When the giant awakens inside of you it feels like you are being folded inside out. Your legs feel wet though they are dry to the touch and are filled with pins and needles so vicious it is as if they are being scraped with sandpaper whenever fabric meets the skin. Your breasts are numb but also wrapped in an insatiable itch that, whenever you try to appease it, rips open the nerves and sends a burning, searing pain through your ribs. Your toes – perpetually trapped in a spasm – feel swollen and sore and puffy, little blistered sausages, but look as angular and bony as they always have been. But all of this is internal, of course. On the outside, you look fine.

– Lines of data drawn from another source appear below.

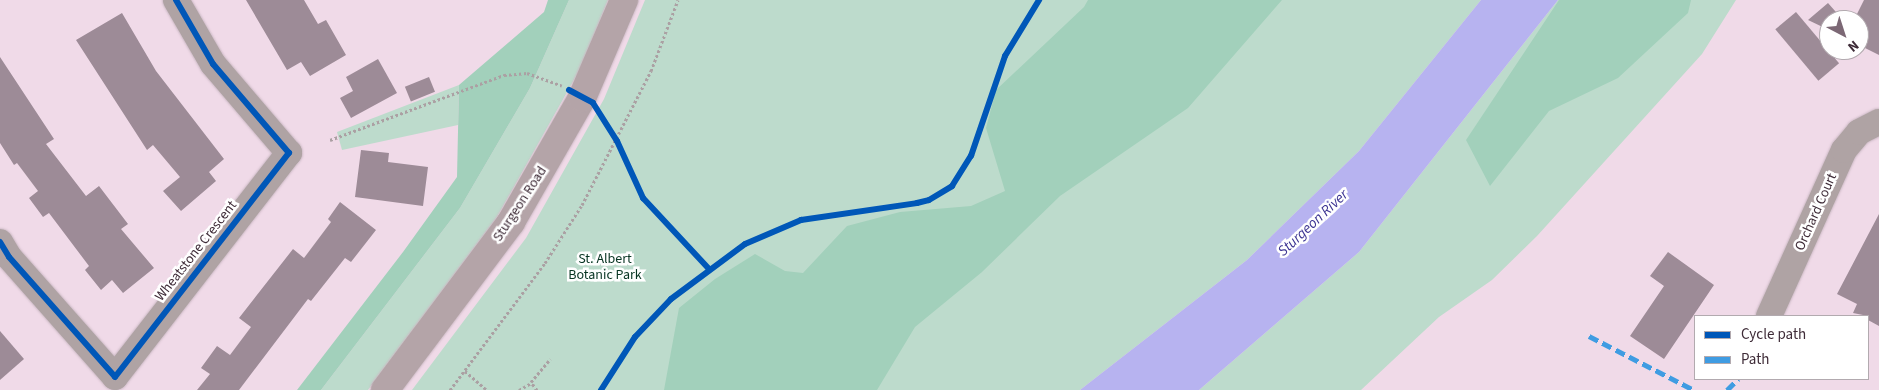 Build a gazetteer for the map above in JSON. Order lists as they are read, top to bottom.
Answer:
{
  "streets": {
    "main road": ["Sturgeon Road"],
    "street": ["Orchard Court", "Wheatstone Crescent"]
  },
  "water": ["Sturgeon River"],
  "parks": ["St. Albert Botanic Park"],
  "legend": ["Cycle path", "Path"],
  "north": "bottom right"
} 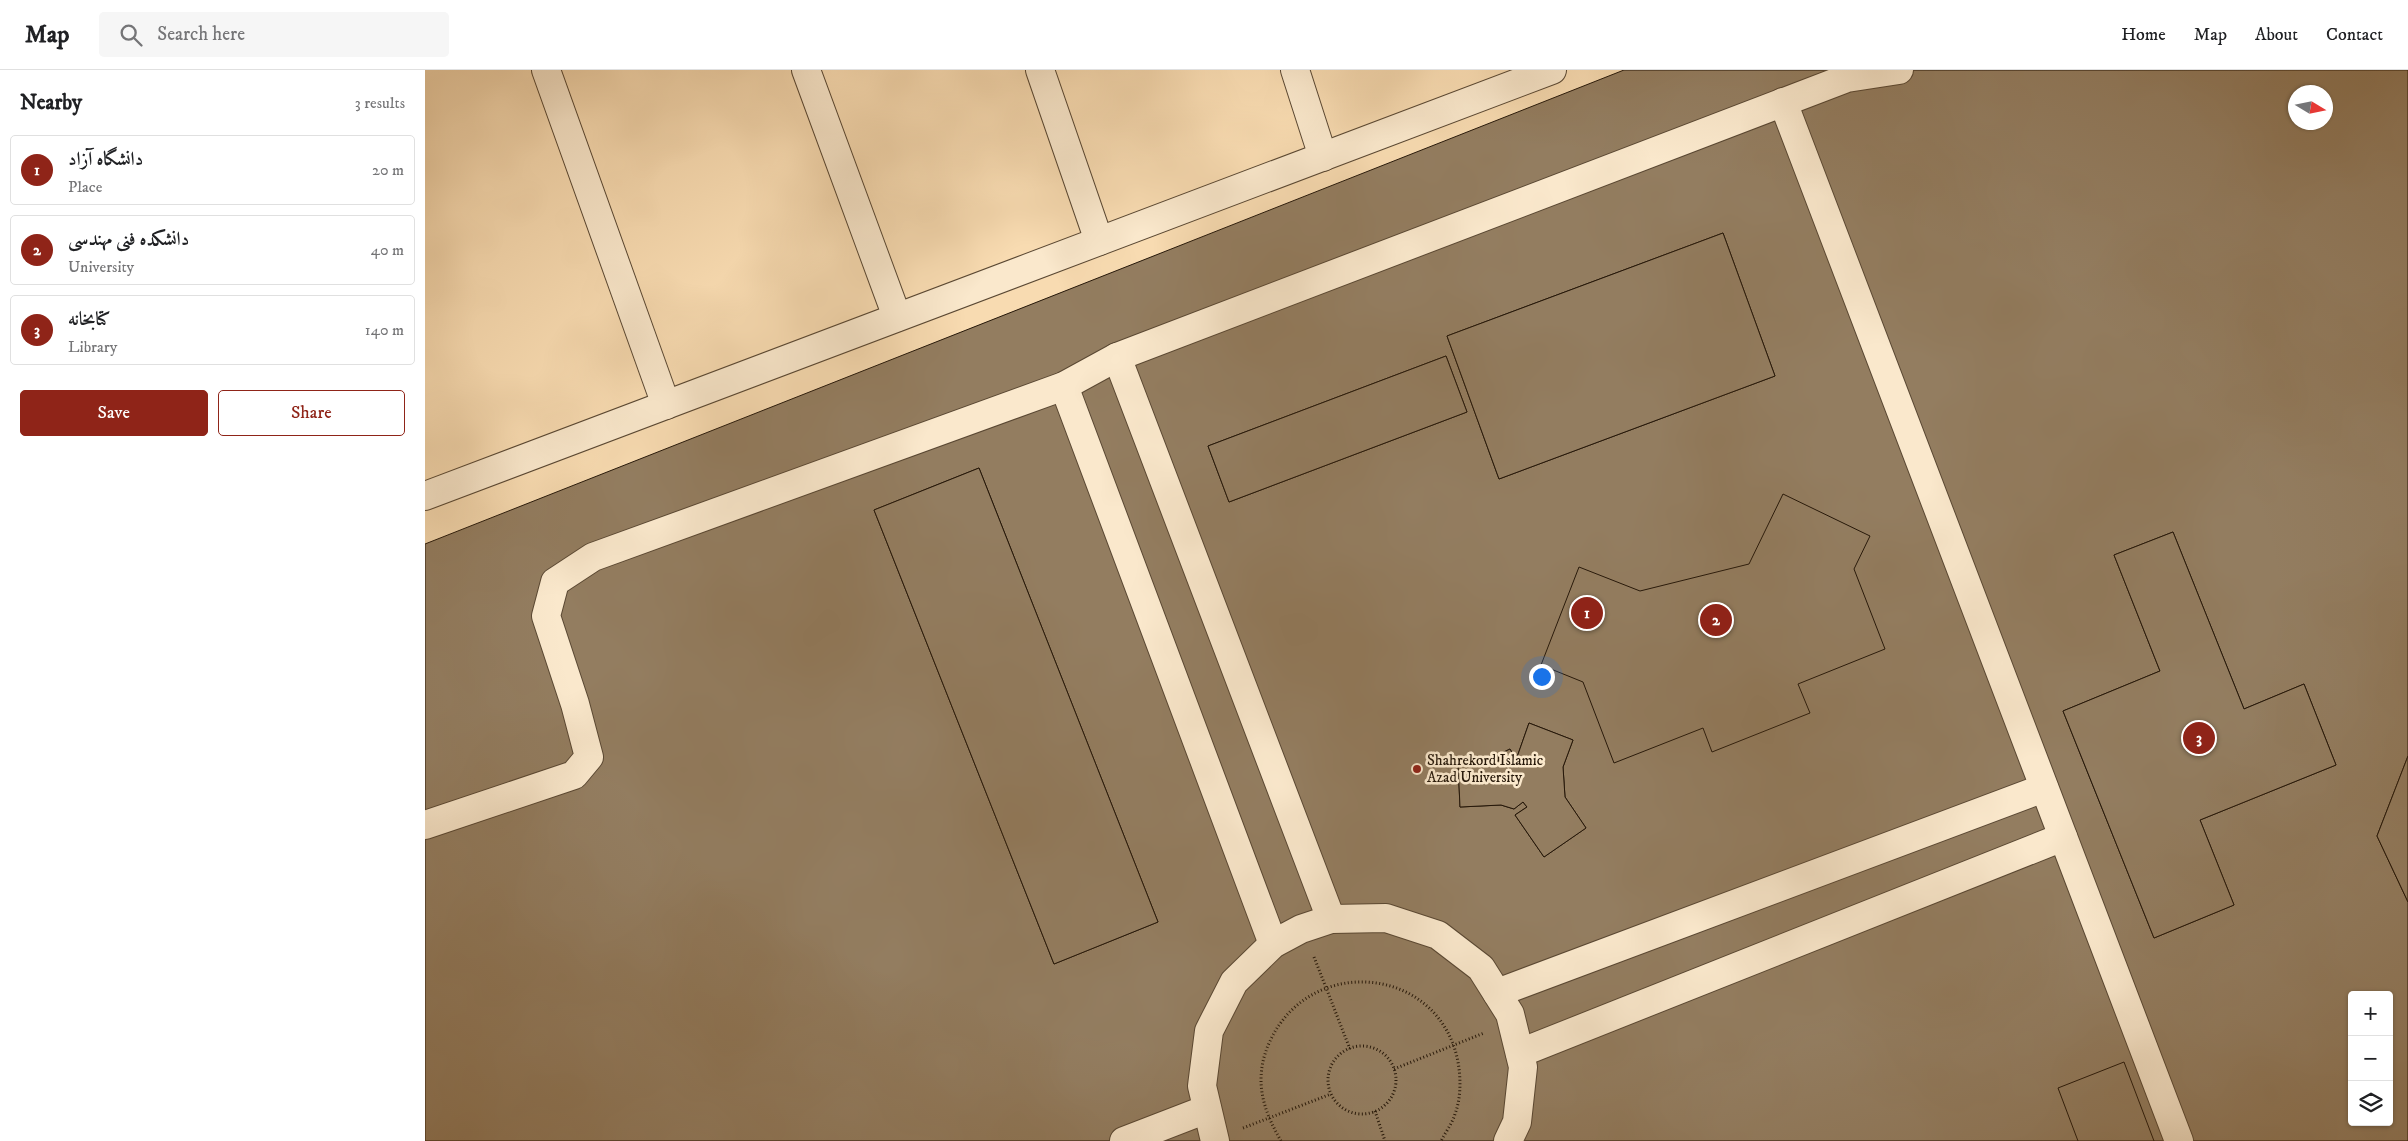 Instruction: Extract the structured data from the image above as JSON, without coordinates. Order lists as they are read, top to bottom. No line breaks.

The aftermath of and recovery from the attacks are as unpredictable and variable as the attacks themselves. The permanency of symptoms resulting from demyelination is dependent on both placement and severity. Whilst the brain has a large surface area and immeasurable neural pathways, the spinal cord operates as a one-way system. One way in, one way out. If a hole has been dug, there is almost no way of getting past it. You just have to wait until the hole starts to fill itself in. When this period of rebuilding [renovation, restoration, conservation] goes well, signals can pass through the damaged area fluently. Normal functioning is restored. You have been rewired. Your sealant has been replenished. You have been given a second chance. Such a seamless recovery, however, is rare. These holes are as dense and deep and stubborn as an acne cyst you’ve squeezed and scratched as you try to push the pus to the surface but only succeed in pushing bacteria and debris further into the epidermis. You’ll always have a scar.

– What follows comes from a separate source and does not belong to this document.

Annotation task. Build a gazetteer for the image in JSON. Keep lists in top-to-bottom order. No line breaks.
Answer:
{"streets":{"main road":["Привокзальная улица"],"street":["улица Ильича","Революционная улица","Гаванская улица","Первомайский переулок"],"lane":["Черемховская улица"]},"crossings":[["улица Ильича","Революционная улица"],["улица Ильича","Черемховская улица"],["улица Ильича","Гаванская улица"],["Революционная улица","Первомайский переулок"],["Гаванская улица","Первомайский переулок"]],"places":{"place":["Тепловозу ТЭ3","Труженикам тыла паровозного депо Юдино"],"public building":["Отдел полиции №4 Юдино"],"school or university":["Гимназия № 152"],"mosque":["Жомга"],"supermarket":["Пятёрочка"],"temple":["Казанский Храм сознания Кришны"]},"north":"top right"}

Imagine a plant. No, a tree. On the surface the bark is perfect: firm, smooth. But underneath, inside, it’s rotten, reduced to a black mass of mush and dust and mould, worms and termites are feeding off the flesh and you can’t see any of it unless you cut it open. It’s coming from the roots. Something’s got in there, something that shouldn’t be there, and it’s spread throughout the whole tree. Its limbs are weak and brittle – even the ones as thick as your thigh – one firm chop and it would come crashing down, all the worms inside it, spilling out and over the grass. You can glue that branch back on, tie it together with string, stitch it with wire, even, but it’ll never be the same: it’ll never fuse to the trunk. That break will always be there.

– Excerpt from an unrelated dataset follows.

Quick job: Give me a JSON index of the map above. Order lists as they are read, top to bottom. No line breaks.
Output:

Or, imagine a village. It’s placed at the bottom of a valley. There are trees and houses all up the sides, a deep indentation of life. It’s peaceful, idyllic. But the soil slips and a tree starts to slide downward, uprooting houses and fences and pathways, one after another, until they land at the bottom of the valley on top of each other, a great blockage, a clot in the landscape. Nobody can get in or out of the village. Communication is cut, phone lines are down, water supplies are severed. It takes months for the village to rebuild itself. The buildings are reconstructed using the same bricks but they’re all in a different order and upside down. The roads are rerouted around the damage on the hillside, but they are long and meandering and bumpy. The villagers are exhausted from the labour, struck with an immovable fatigue that feels like a heavy curtain dropping upon their heads. The village is still the village, but everything feels a little bit off.
It is difficult to communicate the multiplicity of MS symptoms simply. Analogies are helpful. But the unfortunate truth of the matter is that no two cases of MS are the same; lesions vary in size, location, and severity. We are connected by this progressive, bodily invasion, yet we are entirely alone in our experience. I look into the eyes of others who have MS and am struck by the immediate understanding between us – we can sense each other’s broken branches.
All of these thoughts come and go just as frequently and unpredictably as the physical symptoms that accompany an autoimmune disease. You get used to them just as you get used to everything: all the old sensations, all the new ones, all the side effects of the handful of pills you swallow in one go every morning. It’s relentless and it’s cruel but it’s somehow manageable. Somehow you just keep going. You swing your legs over the side of the mattress in the morning and when your feet support your weight you think: yes, another day. And you stand up.